Set to the backdrop of modern day London and a looming writing deadline, Jocasta sets aside her ectopic pregnancy and her full hysterectomy procedure in order to get a story out. A story that blurs reality and fiction, until Jocasta is fully immersed in a future she desperately wants but that reality says is not possible.

This story of what could have been is heightened by intense and impressive lighting design by Clare O’Donoghue and Tanya Stephenson, and music by Pecho Mama. Combining handheld spotlights and strobing lights, the effect is a sense of urgency and erraticness. The live music element brings the show to a whole new level, creating live atmospheric and emotive music that blends beautifully with the action on stage. You forget it’s there until a drum beat and a double bass chord brings you back to the intensity of it all. A quick warning here that anyone with sensory issues might want to skip out, as the show features a lot of strobe lighting and a lot of yelling.

Additionally, the acting from all characters is very fervent and emotional. Mella Faye writes, directs and performs, weaving reality and fantasy seamlessly as Jocasta. Kwame Bentil plays the most sympathetic character, the sensible and incredibly supportive husband, Laius. And power takes the form of Ryan David Harston, who plays the title character of Oedipus.

While the acting is overall very solid, the issue comes in the characterisation of these people. Each character feels underdeveloped and slightly stereotypical. There is the grieving mother who can’t let go of the feeling that her dead infant is still alive, fully grown and out there waiting for them. There is the 28 year old son, who without his biological parents there to protect him, has gotten caught up with the wrong crowd, sells drugs and is capable of killing because he lives on a knife's edge. Then there is the supportive and patient husband, who tries to get his wife the medical attention she needs and also tries to get her to see reality. All feel real but quite stereotypical, with the only nuance being the classic Oedipus storyline, which as audience members we know is coming.

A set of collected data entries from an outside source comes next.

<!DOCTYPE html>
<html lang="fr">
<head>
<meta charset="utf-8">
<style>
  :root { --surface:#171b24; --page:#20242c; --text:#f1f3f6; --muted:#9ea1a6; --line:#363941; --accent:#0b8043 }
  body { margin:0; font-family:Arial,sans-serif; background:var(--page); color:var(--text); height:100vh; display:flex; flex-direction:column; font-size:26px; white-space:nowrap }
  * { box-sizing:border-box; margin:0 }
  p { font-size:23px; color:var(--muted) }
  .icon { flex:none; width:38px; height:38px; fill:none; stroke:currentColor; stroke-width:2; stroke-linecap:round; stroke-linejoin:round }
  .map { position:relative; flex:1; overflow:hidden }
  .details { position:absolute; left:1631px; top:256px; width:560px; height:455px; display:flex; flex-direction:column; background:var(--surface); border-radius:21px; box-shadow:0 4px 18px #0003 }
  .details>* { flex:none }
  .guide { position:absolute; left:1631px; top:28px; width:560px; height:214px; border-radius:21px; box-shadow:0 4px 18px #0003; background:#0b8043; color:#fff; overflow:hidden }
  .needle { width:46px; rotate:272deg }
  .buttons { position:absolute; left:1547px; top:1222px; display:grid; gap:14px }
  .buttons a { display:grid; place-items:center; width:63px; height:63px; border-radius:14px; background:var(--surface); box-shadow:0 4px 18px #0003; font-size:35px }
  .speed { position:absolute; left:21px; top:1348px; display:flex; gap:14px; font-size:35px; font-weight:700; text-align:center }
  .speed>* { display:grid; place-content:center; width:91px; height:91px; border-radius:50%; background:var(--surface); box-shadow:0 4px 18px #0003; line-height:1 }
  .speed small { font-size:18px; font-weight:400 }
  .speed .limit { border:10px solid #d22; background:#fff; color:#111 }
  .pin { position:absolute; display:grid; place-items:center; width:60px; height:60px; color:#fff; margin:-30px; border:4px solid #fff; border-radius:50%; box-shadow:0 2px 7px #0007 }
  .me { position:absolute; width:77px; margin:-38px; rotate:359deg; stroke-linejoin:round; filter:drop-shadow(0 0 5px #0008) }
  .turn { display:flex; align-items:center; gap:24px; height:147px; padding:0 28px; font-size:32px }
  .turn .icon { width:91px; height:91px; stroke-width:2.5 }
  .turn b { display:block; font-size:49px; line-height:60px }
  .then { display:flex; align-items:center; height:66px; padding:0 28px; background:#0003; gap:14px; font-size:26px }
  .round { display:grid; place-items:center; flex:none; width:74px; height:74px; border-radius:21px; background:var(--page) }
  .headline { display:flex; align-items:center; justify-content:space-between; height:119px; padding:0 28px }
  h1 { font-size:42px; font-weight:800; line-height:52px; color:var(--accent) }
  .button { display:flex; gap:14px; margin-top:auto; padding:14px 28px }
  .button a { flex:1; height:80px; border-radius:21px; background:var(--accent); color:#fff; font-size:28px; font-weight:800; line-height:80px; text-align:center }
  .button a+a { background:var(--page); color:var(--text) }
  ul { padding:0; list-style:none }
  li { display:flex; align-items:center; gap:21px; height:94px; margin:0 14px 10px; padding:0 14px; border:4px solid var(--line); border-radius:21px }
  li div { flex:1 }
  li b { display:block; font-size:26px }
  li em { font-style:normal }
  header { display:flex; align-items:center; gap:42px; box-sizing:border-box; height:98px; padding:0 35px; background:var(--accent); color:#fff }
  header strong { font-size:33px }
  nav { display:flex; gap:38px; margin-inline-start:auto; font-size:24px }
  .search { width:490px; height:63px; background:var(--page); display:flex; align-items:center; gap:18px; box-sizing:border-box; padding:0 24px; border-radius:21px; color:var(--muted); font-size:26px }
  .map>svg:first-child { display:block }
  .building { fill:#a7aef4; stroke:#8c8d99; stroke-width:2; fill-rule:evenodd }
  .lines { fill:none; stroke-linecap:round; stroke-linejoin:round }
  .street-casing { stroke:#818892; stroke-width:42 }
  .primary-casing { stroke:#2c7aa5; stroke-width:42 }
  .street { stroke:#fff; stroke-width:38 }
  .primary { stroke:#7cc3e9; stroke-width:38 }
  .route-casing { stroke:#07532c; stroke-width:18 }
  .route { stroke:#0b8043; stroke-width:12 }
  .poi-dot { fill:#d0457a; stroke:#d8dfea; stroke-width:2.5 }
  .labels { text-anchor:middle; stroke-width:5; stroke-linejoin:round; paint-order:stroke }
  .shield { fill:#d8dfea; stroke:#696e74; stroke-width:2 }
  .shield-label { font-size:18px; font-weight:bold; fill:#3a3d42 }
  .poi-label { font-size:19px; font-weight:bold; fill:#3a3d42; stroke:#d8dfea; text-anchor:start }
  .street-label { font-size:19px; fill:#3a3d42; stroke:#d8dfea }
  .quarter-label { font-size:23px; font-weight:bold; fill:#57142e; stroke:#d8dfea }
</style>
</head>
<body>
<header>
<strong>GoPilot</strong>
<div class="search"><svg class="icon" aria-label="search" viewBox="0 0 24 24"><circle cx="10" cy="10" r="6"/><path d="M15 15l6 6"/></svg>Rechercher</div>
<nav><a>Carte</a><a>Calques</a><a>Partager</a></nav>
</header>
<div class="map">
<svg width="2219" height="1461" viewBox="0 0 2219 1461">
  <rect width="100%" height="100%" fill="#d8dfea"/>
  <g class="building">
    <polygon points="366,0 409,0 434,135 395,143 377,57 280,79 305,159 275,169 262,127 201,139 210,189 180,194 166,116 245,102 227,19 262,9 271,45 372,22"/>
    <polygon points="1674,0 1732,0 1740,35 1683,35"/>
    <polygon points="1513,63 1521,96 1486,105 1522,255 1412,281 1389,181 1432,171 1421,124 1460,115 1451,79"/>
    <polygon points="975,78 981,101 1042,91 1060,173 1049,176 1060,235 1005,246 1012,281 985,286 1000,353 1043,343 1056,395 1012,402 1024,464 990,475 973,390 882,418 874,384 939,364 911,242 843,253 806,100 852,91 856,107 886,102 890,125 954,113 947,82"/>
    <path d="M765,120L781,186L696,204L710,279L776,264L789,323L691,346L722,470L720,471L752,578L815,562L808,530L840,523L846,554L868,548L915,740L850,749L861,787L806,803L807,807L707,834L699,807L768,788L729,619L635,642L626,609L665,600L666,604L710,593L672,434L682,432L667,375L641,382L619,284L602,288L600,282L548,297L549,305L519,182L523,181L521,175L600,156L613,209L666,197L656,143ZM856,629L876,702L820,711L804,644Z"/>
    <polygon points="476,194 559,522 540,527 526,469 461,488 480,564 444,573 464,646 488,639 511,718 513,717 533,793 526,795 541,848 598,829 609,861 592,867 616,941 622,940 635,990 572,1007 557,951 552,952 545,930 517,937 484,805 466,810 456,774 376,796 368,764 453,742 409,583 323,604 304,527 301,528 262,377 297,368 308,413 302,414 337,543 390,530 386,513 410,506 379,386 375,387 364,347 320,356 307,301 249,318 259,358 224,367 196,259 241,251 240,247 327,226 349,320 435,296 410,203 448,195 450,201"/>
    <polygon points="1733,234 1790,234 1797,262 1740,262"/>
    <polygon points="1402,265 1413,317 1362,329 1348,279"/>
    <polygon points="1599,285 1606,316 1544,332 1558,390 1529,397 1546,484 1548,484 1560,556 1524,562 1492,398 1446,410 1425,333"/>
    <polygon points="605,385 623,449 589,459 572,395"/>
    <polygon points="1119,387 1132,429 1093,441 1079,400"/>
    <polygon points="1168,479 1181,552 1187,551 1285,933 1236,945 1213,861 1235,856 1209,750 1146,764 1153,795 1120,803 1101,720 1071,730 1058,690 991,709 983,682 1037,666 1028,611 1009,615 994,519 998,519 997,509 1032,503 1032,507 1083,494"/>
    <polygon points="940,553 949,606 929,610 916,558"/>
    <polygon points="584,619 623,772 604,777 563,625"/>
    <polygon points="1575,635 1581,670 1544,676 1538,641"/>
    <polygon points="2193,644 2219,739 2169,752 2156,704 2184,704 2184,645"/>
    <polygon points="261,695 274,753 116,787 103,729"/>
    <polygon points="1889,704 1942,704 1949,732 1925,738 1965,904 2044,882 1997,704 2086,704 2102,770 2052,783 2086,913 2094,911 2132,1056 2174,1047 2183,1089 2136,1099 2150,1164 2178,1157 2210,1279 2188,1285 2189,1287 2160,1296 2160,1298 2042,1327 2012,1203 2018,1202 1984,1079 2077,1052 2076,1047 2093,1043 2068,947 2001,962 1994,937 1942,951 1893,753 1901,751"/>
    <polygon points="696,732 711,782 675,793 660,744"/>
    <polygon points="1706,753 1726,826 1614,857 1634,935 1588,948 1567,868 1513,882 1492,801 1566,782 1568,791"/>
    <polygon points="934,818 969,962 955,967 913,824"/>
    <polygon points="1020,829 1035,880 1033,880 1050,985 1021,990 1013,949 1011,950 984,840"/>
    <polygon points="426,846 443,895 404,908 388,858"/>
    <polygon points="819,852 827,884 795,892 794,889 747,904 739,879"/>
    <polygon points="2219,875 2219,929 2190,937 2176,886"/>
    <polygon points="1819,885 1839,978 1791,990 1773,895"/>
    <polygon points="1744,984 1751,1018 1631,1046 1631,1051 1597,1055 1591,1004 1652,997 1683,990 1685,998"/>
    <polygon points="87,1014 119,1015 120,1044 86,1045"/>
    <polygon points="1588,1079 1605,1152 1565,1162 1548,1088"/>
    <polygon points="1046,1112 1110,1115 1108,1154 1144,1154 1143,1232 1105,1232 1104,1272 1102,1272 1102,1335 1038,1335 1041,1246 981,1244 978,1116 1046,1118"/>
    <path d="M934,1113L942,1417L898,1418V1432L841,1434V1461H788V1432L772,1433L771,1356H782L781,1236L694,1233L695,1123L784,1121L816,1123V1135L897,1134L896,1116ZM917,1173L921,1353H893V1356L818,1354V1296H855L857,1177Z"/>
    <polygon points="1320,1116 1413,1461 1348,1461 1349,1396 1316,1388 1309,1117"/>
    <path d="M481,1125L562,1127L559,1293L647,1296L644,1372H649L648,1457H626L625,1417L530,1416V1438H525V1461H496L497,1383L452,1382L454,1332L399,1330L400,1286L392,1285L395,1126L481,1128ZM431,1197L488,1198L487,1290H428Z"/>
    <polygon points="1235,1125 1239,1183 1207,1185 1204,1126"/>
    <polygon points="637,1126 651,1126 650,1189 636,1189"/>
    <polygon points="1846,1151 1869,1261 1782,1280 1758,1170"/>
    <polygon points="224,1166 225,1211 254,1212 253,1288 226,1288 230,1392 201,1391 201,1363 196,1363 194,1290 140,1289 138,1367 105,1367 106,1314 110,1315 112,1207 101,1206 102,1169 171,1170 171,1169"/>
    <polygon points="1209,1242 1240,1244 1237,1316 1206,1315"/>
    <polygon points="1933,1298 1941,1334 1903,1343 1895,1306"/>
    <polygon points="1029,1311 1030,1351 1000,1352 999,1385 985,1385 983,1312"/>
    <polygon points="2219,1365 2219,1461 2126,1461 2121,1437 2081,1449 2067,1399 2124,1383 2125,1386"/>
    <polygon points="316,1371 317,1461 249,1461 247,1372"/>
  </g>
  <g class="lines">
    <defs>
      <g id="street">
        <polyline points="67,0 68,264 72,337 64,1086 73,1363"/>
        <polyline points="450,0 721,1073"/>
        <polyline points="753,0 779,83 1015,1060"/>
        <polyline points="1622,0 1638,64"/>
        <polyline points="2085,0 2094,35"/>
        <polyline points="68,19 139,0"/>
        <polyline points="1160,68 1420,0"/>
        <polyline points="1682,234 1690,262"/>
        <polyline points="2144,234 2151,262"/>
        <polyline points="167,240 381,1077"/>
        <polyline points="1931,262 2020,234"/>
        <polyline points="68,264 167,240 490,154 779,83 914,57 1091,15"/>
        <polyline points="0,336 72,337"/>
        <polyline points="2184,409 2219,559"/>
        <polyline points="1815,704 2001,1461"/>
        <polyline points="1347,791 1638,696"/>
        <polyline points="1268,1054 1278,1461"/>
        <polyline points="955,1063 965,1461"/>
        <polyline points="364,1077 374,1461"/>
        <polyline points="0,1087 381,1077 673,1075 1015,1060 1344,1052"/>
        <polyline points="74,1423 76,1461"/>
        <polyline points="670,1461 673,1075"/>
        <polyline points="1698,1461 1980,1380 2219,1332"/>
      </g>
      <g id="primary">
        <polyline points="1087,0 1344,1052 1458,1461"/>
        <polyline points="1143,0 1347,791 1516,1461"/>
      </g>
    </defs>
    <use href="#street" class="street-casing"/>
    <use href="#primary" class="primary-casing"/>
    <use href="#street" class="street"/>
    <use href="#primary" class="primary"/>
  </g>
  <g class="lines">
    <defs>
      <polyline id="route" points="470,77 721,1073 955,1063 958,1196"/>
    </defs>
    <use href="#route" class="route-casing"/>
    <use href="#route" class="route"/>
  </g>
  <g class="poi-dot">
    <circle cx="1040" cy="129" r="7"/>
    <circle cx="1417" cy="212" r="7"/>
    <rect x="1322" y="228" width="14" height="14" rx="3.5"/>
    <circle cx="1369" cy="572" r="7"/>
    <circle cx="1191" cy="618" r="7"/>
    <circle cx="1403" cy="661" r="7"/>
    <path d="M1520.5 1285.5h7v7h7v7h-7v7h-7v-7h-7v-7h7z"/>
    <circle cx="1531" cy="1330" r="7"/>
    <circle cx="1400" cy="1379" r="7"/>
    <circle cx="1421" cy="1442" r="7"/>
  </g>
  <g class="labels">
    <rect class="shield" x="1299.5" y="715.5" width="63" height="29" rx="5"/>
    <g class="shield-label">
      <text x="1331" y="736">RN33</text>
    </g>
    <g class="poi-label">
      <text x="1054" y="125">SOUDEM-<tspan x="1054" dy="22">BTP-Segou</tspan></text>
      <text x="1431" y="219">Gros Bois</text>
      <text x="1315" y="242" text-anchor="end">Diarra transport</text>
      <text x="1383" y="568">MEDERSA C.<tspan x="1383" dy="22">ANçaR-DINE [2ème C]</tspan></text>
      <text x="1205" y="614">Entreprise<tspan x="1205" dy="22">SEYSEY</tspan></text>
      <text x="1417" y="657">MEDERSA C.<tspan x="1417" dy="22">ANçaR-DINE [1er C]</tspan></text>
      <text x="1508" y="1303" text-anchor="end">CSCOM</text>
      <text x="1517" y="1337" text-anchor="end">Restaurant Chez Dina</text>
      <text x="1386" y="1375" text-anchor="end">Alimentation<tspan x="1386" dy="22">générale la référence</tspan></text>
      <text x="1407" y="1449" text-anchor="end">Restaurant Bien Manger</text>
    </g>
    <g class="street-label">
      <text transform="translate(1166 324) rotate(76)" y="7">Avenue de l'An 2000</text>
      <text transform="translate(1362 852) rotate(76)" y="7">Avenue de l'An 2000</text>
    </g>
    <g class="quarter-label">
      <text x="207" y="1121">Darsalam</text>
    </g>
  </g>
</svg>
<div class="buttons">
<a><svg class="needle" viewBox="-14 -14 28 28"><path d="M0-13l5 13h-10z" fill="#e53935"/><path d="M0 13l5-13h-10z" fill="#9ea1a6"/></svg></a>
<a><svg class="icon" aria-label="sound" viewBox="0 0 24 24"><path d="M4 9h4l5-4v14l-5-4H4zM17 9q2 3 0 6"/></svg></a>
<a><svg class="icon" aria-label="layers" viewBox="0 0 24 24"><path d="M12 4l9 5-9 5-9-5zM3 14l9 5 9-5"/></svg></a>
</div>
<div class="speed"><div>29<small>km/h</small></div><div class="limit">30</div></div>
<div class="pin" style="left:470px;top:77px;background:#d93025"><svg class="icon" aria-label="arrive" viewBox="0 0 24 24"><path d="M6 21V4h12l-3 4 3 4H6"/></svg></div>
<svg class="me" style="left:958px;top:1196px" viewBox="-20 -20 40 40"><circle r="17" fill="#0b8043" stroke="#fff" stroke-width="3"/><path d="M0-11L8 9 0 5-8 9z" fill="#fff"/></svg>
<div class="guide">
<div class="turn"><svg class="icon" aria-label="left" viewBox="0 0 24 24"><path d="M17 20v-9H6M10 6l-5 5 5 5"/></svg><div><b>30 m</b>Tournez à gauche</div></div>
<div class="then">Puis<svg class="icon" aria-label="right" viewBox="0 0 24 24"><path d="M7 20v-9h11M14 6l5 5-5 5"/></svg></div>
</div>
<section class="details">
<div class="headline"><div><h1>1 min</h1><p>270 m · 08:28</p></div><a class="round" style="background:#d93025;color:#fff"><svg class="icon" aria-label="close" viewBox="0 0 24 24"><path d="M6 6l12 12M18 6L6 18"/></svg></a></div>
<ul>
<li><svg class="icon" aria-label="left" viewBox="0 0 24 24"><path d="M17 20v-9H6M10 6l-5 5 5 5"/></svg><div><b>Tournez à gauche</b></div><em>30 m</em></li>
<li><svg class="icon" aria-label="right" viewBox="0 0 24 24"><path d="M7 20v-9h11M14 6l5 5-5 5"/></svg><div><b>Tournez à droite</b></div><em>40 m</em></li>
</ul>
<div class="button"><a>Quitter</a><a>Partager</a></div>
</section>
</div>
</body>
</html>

The lack of nuance and character development means we’re thrown into this violent and intense fantasy without much to hold on to. The character of Oedipus also is incredibly emotional, with a lot of shouting throughout the play. And one can’t help but cringe a bit at the very stereotypical angry black man character, who feels, yet again, unable to control his own story.

It all feels slightly uncomfortable. The show is dedicated to every parent who has lost a child, so sitting in the uncomfortableness is probably intentional. The show aims to showcase a contemporary female perspective in its sensual and carnal and creative glory. But sometimes that perspective makes you want to avert your eyes. Ultimately you can’t. And that’s just the way they like it.